Est-il donc possible de voyager n’importe où et de se sentir à l’aise ?

J’espère bien car j’aime voyager. Je crois qu’il faut essayer de devenir plus conscient et de choisir sciemment d’aller dans des endroits qui gèrent efficacement le tourisme.

Certains pays ont trouvé des moyens de le faire, principalement en limitant le nombre et les types de touristes qui entrent. Le Bhoutan a été le pionnier d’une approche du tourisme à valeur élevée et à faible impact, ce qui signifie que la plupart des touristes étrangers doivent dépenser un minimum de 200 dollars par jour dans le pays. Les Palaos et le Botswana ont depuis imité ce modèle.

En attendant, les sites du patrimoine mondial de l’UNESCO dans le monde entier sont tenus d’avoir des plans pour gérer le tourisme. En Malaisie, par exemple, les villes du patrimoine mondial de Melaka et George Town ont encouragé la participation des habitants à leurs plans de gestion du tourisme et créé des comités pour créer une vision commune du tourisme dans leurs villes. Les résidents ont également participé à des projets visant à réaménager des bâtiments traditionnels de manière à préserver la culture et l’histoire de leur ville tout en offrant des avantages financiers à la collectivité locale.

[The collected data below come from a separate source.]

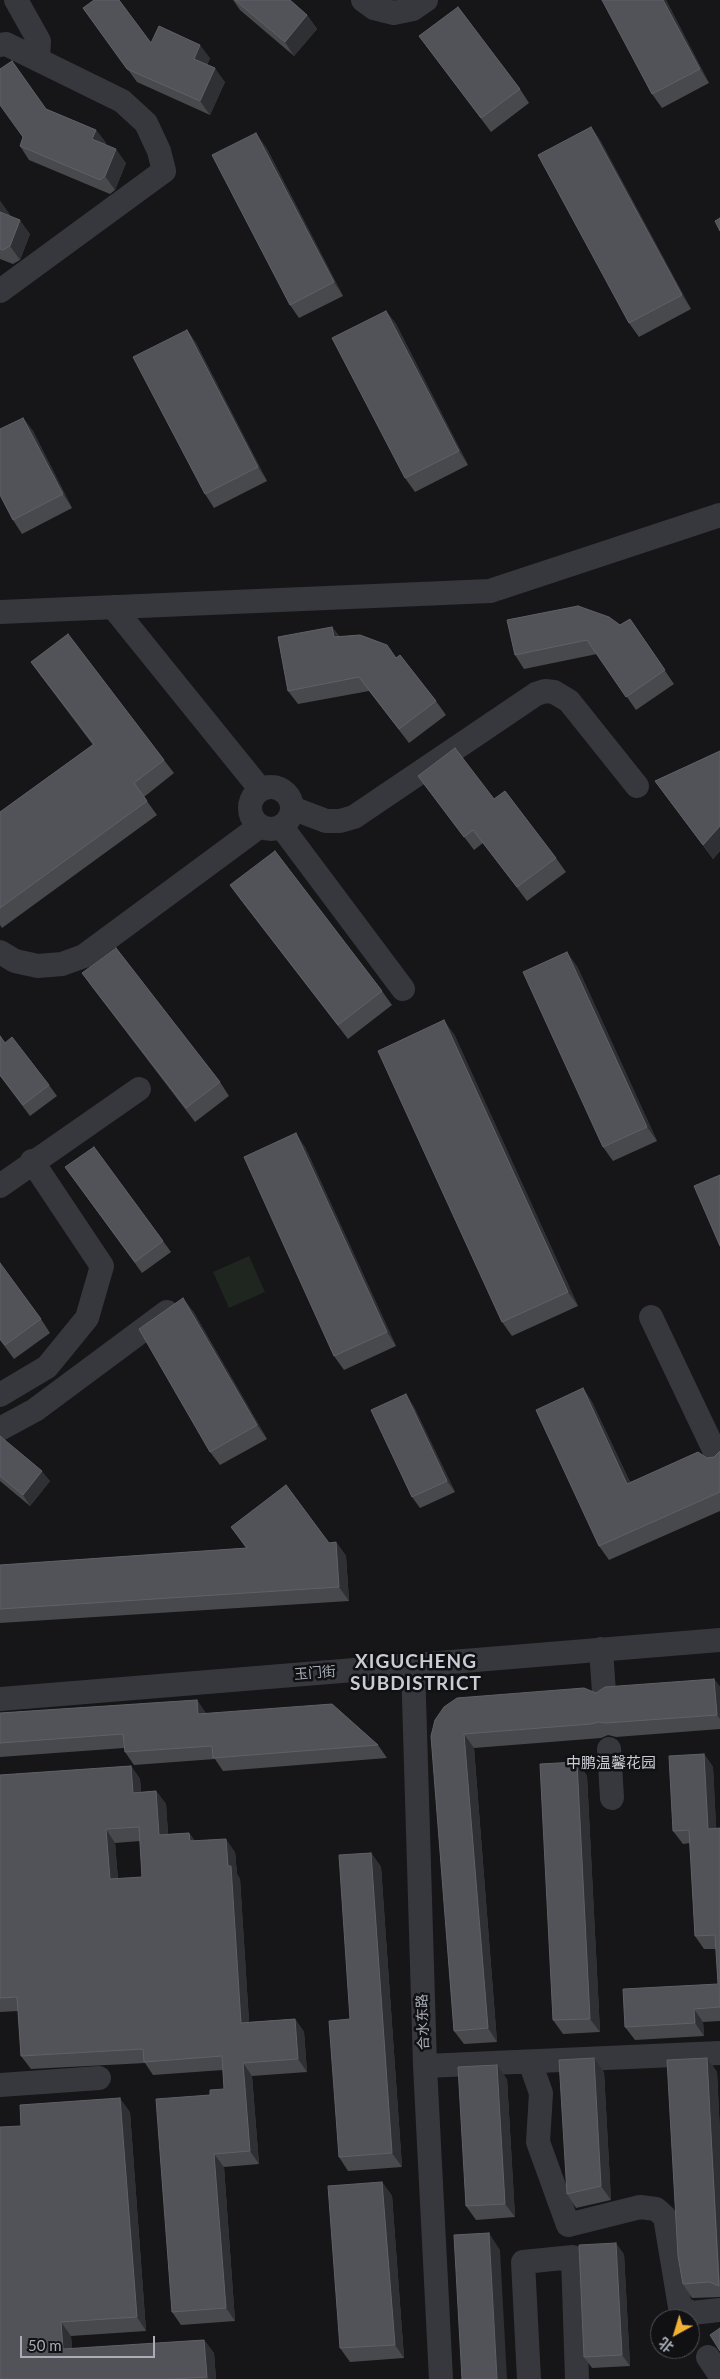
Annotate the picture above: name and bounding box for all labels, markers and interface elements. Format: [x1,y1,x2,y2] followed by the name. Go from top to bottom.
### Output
[349,1651,483,1695] district label: XIGUCHENG SUBDISTRICT
[293,1663,337,1683] street label: 玉门街
[566,1754,656,1772] district label: 中鹏温馨花园
[414,1994,432,2050] street label: 合水东路
[650,2309,700,2359] north arrow
[22,2326,158,2358] scale bar
[655,2334,677,2356] text: 北
[28,2336,62,2354] text: 50 m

Pourtant, aucune de ces solutions n’est parfaite. Près de la moitié des 229 sites naturels de l’UNESCO, qui comprennent des parcs nationaux et des réserves naturelles, n’ont pas de plan de gestion active du tourisme. Et même ceux qui ont des plans ne les suivent pas toujours. Des militants de George Town allèguent que le gouvernement n’a pas appliqué les règles énoncées dans son plan de gestion de la conservation. Le développement et les rénovations illégaux sont devenus monnaie courante, en partie à cause de la demande touristique de cafés et d’hôtels haut de gamme. Et le plan de gestion du tourisme du Bhoutan exclut délibérément les personnes qui n’ont pas les moyens de payer les tarifs imposés par le gouvernement.

En fin de compte, il n’y a qu’un seul moyen sûr d’éviter de contribuer aux problèmes du tourisme : ne partez pas. Mais en supposant que ce n’est pas une option, il existe des moyens de réduire votre empreinte écologique. Comme le suggère Fodor’s :

  • N’allez pas dans des endroits qui ne veulent pas explicitement de touristes, comme Venise et les Galápagos
  • N’allez pas dans des endroits dont l’économie dépend trop du tourisme, comme Bali et Aruba
  • N’allez pas dans des endroits où vous n’avez pas de lien avec une communauté, suggère l’écrivain de voyage Bani Amor.
  • Et n’allez pas faire du bénévolat ou chercher des expériences qui changeront votre vie à l’étranger au détriment de l' »autre » exotique ; de telles occasions existent plus près de chez vous.

L’exclusion de ces lieux et de ces types de voyage n’est pas aussi limitative qu’il n’y paraît. Il s’agit de rechercher des possibilités de tourisme plus significatif qui ne détruisent pas l’environnement d’un lieu et qui n’entraînent pas de dommages pour ses résidents. Visitez des lieux liés à l’histoire familiale ou personnelle. Voyager dans des endroits moins fréquentés, où il est plus facile de développer des relations au-delà de la « bulle » touristique. Vérifier simplement les lieux dans votre propre pays.

Comme le reconnaît Amor, il n’y a aucun moyen d’être un parfait voyageur. Mais identifier les endroits à ne pas visiter peut être la première étape pour devenir un meilleur voyageur.